This Project is For my Information Retrieval Course Project which was three phases and has various techniques in information retrieval such as TF-IDF scoring, Clusterring techniques and ... . below is a brief introduction to this course.
For all query answering approaches, we need a positional posting list which is extracted in Phase 1 section Also for word embedding purposes, a word to vector model is constructed.
In order to answer queries fast enough, we need to categorize documents and queries. In third section a KNN Approach is implemented In third section an unsupervised approach is implemented using the K-means algorithm.
Multiple query answering approaches are implemented:
- Simple common word counting approach in Phase 1 and 2.
- An approach based on inner product and tf-idf in Phase 2 which uses champion lists in order to speed up.
- A word embedding-based approach with inner product criteria in Phase 1.
- A fast version of the word embedding approach in Phase 2 which uses clusters in order to speed up.
- A category aware approach in Phase 3 that user enters the category along with the query itself.
- Bulk inserting data to the ElasticSearch and using ElasticSearch as another solution for using in products in Phase 3.
Information retrieval is the process through which a computer system can respond to a user's query for text-based information on a specific topic. Web search is one of the most important applications of information retrieval techniques and an area in which most people interact with IR systems. The goal of this course is to introduce students with the basics, models, tools and applications of the modern information retrieval.

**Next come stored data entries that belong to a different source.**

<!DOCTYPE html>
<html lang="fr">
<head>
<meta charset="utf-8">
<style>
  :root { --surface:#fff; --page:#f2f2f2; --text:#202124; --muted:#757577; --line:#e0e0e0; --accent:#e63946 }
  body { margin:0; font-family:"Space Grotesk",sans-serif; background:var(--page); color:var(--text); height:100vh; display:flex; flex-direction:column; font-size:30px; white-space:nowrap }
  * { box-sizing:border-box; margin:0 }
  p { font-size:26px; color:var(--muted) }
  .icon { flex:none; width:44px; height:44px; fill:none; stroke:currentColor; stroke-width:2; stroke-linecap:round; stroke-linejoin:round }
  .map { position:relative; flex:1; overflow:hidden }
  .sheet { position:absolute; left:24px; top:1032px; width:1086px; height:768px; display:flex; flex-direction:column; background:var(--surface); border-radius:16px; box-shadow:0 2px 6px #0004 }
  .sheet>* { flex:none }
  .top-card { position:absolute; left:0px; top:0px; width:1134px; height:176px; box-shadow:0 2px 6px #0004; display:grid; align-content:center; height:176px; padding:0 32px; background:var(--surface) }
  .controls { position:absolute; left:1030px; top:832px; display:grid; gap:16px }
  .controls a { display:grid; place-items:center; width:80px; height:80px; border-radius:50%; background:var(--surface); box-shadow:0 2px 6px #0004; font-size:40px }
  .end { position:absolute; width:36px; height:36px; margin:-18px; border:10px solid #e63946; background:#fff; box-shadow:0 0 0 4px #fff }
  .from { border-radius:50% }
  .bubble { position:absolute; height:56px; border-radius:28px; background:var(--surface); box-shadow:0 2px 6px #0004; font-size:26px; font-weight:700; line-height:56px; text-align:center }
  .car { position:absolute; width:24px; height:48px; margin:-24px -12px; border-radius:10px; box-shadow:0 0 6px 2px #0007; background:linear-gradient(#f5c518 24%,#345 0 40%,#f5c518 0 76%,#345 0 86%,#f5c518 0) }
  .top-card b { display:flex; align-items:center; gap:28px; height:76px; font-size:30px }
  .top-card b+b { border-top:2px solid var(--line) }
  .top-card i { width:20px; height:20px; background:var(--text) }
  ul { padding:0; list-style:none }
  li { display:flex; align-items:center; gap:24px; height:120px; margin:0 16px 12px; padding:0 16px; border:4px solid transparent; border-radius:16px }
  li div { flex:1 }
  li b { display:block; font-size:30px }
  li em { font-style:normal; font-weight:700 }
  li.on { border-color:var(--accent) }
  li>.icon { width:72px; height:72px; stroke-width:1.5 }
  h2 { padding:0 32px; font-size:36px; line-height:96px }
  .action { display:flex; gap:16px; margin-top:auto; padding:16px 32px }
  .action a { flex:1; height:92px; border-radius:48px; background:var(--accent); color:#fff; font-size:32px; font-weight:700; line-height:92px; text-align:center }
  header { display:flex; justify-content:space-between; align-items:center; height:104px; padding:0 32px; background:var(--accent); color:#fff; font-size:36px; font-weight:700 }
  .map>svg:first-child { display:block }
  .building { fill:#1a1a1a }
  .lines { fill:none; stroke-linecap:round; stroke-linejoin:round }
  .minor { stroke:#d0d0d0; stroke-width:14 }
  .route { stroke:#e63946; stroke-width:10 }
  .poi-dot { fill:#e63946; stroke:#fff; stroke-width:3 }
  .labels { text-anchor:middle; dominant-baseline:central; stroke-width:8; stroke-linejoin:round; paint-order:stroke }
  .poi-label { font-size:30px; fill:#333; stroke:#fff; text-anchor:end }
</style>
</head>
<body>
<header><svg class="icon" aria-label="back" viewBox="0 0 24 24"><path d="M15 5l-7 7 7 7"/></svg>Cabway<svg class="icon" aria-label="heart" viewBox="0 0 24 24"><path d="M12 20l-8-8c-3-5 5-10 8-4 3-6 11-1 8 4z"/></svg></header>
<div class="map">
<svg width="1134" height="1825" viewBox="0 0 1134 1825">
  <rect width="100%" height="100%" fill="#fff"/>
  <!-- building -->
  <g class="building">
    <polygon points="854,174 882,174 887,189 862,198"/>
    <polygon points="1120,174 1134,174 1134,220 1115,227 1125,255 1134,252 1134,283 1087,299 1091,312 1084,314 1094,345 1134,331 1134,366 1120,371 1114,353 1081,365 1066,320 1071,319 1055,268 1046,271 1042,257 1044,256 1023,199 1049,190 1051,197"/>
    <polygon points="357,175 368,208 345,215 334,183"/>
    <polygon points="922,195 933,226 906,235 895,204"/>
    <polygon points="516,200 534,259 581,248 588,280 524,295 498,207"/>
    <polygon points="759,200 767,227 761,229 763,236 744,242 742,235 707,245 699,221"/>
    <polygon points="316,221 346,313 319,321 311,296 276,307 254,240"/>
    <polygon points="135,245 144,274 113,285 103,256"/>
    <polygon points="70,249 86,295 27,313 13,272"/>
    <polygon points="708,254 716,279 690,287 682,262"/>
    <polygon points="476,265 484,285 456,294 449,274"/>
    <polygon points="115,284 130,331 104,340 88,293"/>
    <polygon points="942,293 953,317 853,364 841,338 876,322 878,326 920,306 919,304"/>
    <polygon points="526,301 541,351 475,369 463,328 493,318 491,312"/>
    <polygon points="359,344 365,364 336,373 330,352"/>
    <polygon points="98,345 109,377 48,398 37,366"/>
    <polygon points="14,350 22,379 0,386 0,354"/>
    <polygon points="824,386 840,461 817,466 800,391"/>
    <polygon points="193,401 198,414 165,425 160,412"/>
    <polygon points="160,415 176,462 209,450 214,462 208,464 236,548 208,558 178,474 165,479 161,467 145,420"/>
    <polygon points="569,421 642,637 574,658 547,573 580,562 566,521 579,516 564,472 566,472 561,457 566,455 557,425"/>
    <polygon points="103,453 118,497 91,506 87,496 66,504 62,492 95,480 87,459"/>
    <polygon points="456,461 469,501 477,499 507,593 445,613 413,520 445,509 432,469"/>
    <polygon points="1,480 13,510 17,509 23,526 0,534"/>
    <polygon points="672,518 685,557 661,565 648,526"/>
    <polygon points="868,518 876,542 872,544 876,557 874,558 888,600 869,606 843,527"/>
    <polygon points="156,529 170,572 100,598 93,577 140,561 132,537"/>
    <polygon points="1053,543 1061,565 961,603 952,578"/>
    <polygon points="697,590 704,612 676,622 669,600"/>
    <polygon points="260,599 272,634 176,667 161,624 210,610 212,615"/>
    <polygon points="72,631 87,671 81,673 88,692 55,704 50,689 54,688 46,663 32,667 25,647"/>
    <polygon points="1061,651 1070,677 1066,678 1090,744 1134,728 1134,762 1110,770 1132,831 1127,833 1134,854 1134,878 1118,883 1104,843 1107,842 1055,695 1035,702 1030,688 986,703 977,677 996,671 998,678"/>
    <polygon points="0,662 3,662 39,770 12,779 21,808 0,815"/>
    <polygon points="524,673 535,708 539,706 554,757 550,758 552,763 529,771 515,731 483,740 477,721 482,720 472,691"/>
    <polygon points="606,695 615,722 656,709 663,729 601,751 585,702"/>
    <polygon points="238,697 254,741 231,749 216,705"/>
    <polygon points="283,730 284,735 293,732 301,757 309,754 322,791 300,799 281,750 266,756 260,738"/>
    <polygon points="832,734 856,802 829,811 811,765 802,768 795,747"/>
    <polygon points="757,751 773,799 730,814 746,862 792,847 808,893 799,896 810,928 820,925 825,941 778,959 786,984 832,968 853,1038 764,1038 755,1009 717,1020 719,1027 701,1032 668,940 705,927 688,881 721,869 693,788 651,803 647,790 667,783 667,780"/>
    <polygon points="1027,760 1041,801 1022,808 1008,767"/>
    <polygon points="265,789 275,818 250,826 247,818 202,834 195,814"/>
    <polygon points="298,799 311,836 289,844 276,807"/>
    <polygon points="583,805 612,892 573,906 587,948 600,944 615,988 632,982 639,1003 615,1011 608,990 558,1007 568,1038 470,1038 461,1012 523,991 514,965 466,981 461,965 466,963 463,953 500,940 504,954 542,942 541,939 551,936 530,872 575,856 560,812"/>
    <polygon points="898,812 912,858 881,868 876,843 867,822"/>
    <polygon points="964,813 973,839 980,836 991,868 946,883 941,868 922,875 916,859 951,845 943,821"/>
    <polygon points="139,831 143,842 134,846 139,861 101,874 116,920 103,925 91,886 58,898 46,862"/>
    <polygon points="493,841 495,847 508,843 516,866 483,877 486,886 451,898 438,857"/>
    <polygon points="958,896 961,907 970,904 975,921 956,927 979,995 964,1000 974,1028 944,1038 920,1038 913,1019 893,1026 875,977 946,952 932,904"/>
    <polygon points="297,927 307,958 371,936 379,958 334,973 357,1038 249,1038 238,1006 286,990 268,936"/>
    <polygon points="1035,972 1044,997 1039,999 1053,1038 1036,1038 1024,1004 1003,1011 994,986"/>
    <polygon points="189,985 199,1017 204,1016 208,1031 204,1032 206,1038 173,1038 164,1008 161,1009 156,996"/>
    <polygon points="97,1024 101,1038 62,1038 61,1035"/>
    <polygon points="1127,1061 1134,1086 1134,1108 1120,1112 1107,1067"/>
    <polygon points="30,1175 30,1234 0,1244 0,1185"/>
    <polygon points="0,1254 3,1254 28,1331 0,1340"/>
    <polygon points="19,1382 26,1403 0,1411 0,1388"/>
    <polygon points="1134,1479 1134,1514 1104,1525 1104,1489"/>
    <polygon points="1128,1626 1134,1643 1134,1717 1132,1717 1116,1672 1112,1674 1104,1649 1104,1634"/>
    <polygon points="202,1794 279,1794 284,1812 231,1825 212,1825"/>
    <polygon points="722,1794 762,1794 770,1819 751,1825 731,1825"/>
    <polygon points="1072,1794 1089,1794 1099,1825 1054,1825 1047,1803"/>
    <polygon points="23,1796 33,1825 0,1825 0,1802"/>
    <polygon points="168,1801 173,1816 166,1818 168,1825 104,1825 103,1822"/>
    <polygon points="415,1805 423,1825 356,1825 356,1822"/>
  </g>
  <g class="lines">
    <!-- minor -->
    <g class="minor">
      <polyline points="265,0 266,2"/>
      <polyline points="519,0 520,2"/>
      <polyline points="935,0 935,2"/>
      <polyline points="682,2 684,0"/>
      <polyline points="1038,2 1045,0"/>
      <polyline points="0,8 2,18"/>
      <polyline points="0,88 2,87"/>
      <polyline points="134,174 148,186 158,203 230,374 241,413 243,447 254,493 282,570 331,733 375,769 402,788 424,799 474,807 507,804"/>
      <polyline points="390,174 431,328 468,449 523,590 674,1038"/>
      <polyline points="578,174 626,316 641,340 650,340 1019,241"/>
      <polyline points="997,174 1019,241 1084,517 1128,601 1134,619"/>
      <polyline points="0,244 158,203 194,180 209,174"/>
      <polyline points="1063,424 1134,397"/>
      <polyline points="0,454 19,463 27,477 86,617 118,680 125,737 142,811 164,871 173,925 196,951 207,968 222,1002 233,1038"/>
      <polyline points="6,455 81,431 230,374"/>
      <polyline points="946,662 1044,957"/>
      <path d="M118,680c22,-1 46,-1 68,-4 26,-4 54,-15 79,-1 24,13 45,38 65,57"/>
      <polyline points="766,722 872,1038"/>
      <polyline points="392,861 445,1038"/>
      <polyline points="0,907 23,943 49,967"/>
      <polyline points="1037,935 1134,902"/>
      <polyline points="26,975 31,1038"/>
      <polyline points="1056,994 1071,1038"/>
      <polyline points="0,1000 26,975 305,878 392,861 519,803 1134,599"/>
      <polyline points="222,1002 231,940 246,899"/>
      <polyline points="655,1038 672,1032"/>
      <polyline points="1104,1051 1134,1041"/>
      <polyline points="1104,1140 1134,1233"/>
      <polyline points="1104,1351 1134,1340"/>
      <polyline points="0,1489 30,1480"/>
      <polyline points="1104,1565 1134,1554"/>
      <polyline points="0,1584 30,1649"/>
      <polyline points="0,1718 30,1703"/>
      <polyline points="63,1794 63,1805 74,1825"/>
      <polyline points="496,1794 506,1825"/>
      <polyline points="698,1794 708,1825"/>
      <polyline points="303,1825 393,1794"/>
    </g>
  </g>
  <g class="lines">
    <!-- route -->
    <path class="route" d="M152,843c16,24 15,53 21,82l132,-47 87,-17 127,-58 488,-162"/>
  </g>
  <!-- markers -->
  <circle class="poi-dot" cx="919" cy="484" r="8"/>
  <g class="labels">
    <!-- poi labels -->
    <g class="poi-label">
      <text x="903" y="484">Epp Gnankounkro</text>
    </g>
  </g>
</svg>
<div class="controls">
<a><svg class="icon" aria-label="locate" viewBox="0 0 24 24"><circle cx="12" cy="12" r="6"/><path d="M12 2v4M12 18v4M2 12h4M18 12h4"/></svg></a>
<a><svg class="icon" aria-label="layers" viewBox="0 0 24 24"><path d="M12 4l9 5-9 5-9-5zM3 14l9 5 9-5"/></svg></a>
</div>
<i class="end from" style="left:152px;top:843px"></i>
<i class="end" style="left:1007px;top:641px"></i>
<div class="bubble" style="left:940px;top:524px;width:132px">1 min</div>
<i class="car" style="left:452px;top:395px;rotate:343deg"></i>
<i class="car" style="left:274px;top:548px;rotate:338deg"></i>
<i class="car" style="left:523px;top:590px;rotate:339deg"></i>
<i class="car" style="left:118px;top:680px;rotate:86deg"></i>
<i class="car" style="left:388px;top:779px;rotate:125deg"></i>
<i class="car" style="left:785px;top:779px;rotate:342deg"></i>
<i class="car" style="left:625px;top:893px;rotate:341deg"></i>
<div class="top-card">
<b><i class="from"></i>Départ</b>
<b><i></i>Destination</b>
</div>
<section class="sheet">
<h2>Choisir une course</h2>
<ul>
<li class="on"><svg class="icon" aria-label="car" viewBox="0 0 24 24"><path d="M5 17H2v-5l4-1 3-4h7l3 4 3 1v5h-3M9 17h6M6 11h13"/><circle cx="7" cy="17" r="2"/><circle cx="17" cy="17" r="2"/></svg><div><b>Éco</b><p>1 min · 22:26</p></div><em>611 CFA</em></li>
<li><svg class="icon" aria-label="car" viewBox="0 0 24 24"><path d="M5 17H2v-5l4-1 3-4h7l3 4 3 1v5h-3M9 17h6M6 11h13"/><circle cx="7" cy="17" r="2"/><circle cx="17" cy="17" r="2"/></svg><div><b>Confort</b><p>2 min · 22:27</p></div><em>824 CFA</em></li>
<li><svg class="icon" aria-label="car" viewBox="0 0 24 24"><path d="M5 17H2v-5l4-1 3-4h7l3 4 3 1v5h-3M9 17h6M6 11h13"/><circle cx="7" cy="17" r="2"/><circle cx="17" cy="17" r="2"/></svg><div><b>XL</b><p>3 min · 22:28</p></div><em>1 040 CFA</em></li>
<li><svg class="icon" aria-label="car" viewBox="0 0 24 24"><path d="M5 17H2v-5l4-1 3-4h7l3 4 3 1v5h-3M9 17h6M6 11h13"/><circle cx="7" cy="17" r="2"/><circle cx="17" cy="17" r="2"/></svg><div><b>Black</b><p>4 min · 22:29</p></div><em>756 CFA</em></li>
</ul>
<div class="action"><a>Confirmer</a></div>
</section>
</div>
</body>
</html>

This repository is for my Information Retrieval course project at the Amirkabir University of Technology and contains the following files:
- Phase1.md: the first phase of the project.
- Phase2.md: the second phase of the project.
- Phase3.md: the third phase of the project.
- notebooks.md: the notebooks for the project.
The topics in this course are:
- Text Preprocessing and vocabulary construction
- Document and word separation
- Normalization
- Stemming and lemmatization
- Spelling correction
- Indexing
- Index construction
- Index compression
- Retrieval and ranking methods
- Boolean, Vector-based, Probabilistic Retrieval
- Performance evaluation for information retrieval methods
- Query languages and operators
- Document classification and clustering
- Web search
- Basics
- Crawling
- Link analysis
- IR-based applied systems
The Information Retrieval course in Spring 2022 at the Computer Engineering Department in Amirkabir University of Technology is taught by: Assoc. Prof. Ahmad Nickabadi
C. D. Manning, P. Raghavan, H. Schütze, Introduction to Information Retrieval, Cambridge University Press. 2008.